= Extended Range Attack Munition =

American aerial stand-off munition

The Extended Range Attack Munition (ERAM) is a United States Air Force (USAF) development program for a class of low-cost precision-guided air-launched stand-off munition which started in August 2024. The initial weapon types, the AGM-188 and AGM-189, are expected to enter service in late 2026.

==Design==
Two separate designs by non-traditional defense companies CoAspire and Zone 5 Technologies will be manufactured. The USAF issued contracts for the ERAM in October 2024 and both designs made a first flight four months later. The program has a $225 million budget, and is managed by the Air Force Life Cycle Management Center Armament Directorate.

The ERAM is described as a hybrid between a cruise missile and an advanced guided bomb, carrying a 500 lb warhead to a range of up to 280 mile, at speeds of at least 430 mph.

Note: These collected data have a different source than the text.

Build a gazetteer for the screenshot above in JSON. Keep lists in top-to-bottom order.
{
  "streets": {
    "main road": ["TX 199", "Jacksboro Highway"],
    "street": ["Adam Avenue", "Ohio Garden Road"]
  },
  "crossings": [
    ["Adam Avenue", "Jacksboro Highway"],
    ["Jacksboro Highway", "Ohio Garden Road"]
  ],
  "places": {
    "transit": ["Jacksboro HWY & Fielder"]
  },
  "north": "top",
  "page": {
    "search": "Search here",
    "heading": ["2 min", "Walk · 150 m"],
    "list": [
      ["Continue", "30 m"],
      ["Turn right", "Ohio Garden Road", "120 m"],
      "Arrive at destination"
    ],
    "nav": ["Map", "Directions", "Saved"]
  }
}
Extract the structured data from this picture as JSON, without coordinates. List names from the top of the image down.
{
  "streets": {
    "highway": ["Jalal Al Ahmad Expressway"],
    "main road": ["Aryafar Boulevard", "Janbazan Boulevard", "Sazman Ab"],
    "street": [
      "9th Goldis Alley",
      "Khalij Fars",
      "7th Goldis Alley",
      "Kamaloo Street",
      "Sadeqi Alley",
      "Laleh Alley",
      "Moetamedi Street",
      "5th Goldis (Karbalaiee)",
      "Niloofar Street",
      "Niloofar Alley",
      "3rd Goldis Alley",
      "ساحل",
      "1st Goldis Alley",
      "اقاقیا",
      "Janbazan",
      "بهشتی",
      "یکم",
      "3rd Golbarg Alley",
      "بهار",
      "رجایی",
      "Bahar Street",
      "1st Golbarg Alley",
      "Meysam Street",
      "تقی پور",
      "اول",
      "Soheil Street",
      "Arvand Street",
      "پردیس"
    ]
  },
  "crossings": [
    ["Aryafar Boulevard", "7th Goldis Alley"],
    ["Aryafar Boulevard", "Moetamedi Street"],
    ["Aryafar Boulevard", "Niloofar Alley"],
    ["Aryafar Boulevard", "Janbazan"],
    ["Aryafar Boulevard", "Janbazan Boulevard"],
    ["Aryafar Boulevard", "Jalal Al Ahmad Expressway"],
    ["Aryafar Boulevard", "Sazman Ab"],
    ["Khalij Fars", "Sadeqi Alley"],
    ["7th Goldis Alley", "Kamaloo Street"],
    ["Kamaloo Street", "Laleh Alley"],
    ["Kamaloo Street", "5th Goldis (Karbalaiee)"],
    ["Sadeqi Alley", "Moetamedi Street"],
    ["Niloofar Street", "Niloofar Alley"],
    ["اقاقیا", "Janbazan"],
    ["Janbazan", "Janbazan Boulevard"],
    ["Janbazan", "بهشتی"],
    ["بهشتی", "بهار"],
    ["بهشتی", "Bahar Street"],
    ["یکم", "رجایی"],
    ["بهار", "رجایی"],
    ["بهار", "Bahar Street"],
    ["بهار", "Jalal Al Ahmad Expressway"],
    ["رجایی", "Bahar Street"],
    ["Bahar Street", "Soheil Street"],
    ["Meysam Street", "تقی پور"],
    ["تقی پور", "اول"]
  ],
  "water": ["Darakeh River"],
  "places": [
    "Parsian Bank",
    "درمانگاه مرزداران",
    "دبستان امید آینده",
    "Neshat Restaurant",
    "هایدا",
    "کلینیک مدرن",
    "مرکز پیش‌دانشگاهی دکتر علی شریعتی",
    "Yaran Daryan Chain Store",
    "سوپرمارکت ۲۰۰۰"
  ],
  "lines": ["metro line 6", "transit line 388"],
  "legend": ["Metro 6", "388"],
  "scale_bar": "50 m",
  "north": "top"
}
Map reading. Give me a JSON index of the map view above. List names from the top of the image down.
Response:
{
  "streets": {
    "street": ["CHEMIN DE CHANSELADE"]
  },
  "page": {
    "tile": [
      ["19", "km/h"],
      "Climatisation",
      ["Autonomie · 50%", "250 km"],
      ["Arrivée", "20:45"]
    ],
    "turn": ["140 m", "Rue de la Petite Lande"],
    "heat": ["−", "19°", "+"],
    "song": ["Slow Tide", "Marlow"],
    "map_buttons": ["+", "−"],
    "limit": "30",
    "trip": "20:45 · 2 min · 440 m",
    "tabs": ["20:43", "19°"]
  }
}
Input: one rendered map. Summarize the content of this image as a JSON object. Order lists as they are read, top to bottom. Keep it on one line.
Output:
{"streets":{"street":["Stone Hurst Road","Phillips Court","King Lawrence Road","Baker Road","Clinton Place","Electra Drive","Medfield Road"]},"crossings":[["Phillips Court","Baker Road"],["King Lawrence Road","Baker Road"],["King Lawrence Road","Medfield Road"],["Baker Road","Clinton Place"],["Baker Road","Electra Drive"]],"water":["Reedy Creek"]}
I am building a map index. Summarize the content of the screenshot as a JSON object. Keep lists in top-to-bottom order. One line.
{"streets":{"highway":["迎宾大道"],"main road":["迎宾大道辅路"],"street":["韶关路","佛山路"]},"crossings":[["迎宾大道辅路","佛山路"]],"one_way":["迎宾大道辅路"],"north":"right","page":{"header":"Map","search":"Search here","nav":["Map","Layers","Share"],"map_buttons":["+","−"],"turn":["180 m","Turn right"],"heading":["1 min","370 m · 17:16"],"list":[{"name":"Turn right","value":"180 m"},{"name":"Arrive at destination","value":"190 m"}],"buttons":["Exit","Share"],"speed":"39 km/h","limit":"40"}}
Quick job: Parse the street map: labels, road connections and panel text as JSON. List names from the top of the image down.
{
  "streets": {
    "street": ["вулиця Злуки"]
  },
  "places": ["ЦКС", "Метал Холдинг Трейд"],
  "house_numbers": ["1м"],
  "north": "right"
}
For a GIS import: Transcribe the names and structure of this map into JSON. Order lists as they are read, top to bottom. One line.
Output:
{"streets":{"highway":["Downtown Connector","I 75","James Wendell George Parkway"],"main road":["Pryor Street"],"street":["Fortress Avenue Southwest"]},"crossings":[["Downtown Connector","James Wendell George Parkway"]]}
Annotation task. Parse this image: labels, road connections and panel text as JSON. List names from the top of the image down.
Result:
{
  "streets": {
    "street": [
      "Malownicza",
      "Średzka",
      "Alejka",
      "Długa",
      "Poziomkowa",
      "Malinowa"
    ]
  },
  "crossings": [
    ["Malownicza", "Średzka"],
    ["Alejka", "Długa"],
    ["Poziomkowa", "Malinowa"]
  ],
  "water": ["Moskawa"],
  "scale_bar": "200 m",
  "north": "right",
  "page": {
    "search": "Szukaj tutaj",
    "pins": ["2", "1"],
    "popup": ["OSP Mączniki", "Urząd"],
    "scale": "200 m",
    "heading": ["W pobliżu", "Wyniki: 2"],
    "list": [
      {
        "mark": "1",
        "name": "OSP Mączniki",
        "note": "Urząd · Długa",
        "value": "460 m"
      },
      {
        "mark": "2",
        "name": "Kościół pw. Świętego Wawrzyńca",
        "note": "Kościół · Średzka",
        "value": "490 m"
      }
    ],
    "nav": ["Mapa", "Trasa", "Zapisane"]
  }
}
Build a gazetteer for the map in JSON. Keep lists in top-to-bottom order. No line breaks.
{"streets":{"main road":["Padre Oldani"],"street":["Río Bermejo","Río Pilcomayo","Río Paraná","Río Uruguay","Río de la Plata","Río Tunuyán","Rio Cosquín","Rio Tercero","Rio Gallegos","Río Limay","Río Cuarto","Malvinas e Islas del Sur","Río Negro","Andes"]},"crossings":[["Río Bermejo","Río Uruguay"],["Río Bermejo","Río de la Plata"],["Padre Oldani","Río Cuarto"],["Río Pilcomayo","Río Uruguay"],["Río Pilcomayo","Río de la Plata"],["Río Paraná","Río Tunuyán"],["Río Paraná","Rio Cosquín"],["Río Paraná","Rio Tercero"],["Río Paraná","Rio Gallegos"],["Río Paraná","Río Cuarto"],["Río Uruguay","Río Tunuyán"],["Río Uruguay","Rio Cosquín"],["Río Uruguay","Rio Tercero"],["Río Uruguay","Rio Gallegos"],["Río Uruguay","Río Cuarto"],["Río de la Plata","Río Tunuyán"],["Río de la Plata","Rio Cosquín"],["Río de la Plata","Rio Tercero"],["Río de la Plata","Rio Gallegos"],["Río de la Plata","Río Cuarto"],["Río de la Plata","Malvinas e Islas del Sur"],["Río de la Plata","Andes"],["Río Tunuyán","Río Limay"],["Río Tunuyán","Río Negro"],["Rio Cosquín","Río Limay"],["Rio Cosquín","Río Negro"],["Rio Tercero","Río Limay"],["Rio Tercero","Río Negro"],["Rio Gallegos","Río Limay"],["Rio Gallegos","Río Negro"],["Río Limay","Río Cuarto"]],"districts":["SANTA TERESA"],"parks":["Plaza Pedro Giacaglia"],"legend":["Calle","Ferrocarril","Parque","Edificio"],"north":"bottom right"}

The requirements are in line with Boeing's PJDAM (a powered derivative of the JDAM), a powered version of Raytheon’s Joint Stand-Off Weapon (JSOW) glide bomb, or those of Northrop Grumman's "Gray Wolf" design. The two designs currently being evaluated are Zone 5 Technologies AGM-188 and Anduril Industries AGM-189.

==Delivery plans==
It is planned to deliver a first batch of 840 ERAMs in October 2026. Ukraine will receive some of this batch for use in the Russo-Ukrainian War, and is cleared to purchase up to 3,350 ERAMs including spares and support equipment for an estimated cost of $825 million. Ukraine is expected to use funding from Denmark, the Netherlands, Norway and United States Foreign Military Financing for the purchase.